Alexandra ROSS, etc., et al., Plaintiffs-Respondents, v. NEW YORK QUARTERLY MEETING OF the RELIGIOUS SOCIETY OF FRIENDS, etc., Defendant-Appellant.

Decided: August 10, 2006

TOM, J.P., FRIEDMAN, NARDELLI, SWEENY, MALONE, JJ. Matthew Sakkas, New York, for appellant. Wingate, Russotti & Shapiro, LLP, New York (William A. Wingate of counsel), for respondents.

Order, Supreme Court, New York County (Barbara R. Kapnick, J.), entered January 10, 2005, which denied defendant's motion for summary judgment dismissing the complaint, unanimously affirmed, without costs.

 Student athletes assume the “commonly appreciated risks which are inherent in and arise out of the nature of the sport generally and flow from such participation” (Morgan v. State of New York, 90 N.Y.2d 471, 484, 662 N.Y.S.2d 421, 685 N.E.2d 202 [1997] ) where such risks are “fully comprehended or perfectly obvious” (Turcotte v. Fell, 68 N.Y.2d 432, 439, 510 N.Y.S.2d 49, 502 N.E.2d 964 [1986] ).   However, an educational institution, “its employees, agents and organized athletic councils must exercise ordinary reasonable care to protect student athletes voluntarily involved in extracurricular sports from unassumed, concealed or unreasonably increased risks” (Benitez v. New York City Bd. of Educ., 73 N.Y.2d 650, 658, 543 N.Y.S.2d 29, 541 N.E.2d 29 [1989] [emphasis added] ).   Under these principles, defendant's summary judgment was correctly denied.

At the time of her injury, the infant plaintiff was a seventh grade student at the defendant school, and a member of the girls' softball team.   She twisted and fractured her right lower leg while performing an exercise to practice sliding.   The drill was conducted in the school gymnasium, under the supervision of the softball team's coach and her assistant, both of whom were defendant's employees.   The students took turns running across the hardwood floor toward an area where the floor was covered by parachute material, where they were directed to slide on the material.   While the infant plaintiff testified that the coach and her assistant did not smooth out and reset the material after each student's slide, the coach and her assistant testified that they did.

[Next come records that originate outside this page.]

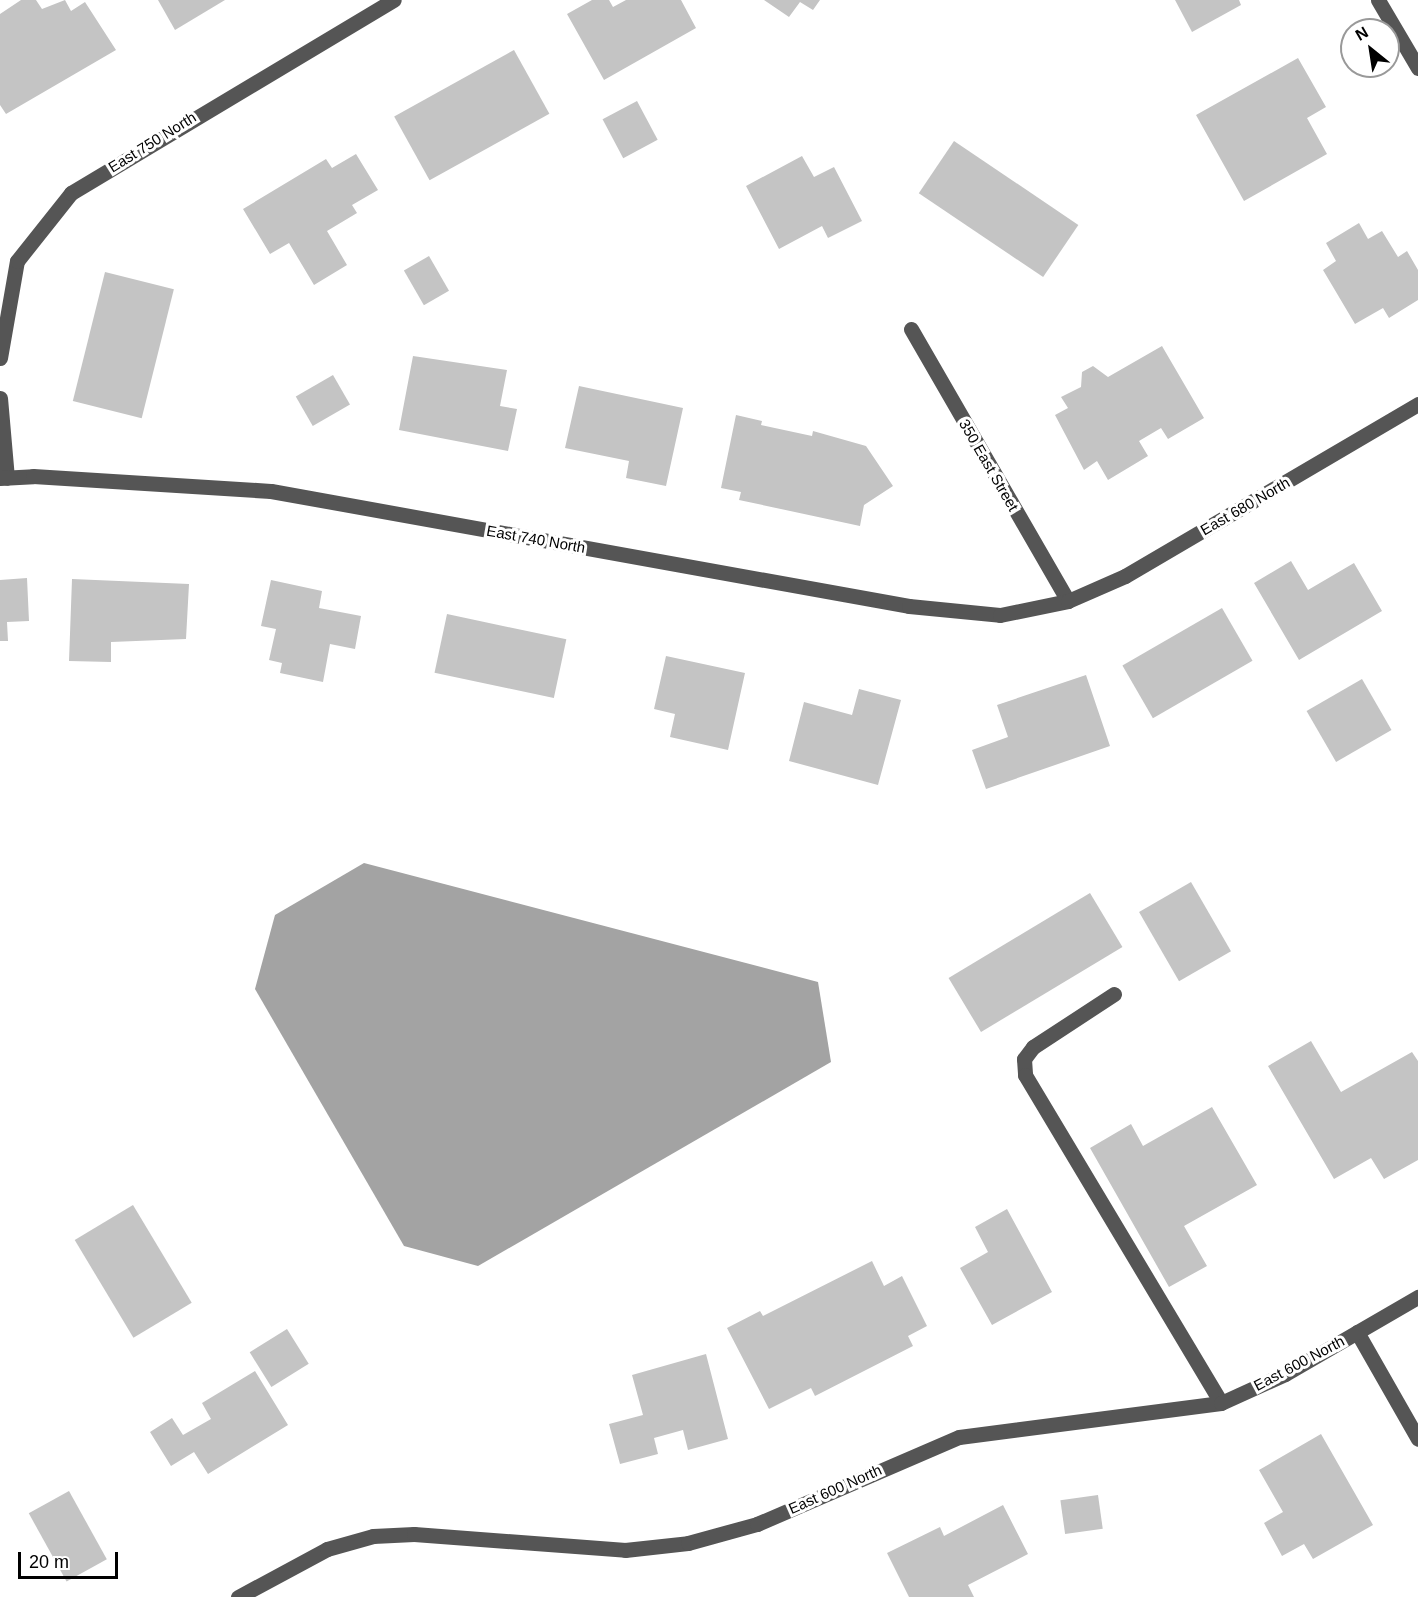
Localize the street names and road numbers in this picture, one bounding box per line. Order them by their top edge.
street label: East 750 North [105,108,199,176]
street label: 350 East Street [955,416,1023,514]
street label: East 680 North [1197,473,1293,539]
street label: East 740 North [485,521,587,557]
street label: East 600 North [1251,1332,1347,1394]
street label: East 600 North [786,1460,884,1518]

 In opposing the summary judgment motion, plaintiffs raised a triable issue as to whether the inherent and obvious risks of the subject activity were unreasonably increased by the supervising coach (see Zmitrowitz v. Roman Catholic Diocese of Syracuse, 274 A.D.2d 613, 615, 710 N.Y.S.2d 453 [2000];  Karr v. Brant Lake Camp, 261 A.D.2d 342, 343, 691 N.Y.S.2d 427 [1999];  cf. Fintzi v. New Jersey YMHA-YWHA Camps, 97 N.Y.2d 669, 670, 739 N.Y.S.2d 85, 765 N.E.2d 288 [2001] ).   To begin, plaintiffs' expert opined that the coach unreasonably increased the risks of the exercise by directing the students to slide while wearing sneakers, which, according to the expert, would create traction on the gymnasium floor from which injury could result.   In addition, the expert opined that, if (as the infant plaintiff testified) the parachute material were not smoothed out and reset before each successive slide, such an omission was a breach of sound coaching practice that could have been the cause of the accident.   In this regard, it is significant that the infant plaintiff testified that the accident occurred when her leg “got caught” in material that was “bunched up” from the previous slide.   Finally, the expert opined that the coach should not have directed the infant plaintiff to begin sliding before she reached the parachute material.   Given that the uncovered hardwood floor would have generated greater friction than the material, beginning to slide while still on the uncovered floor (if this is what the infant plaintiff did) could have been a cause of the accident.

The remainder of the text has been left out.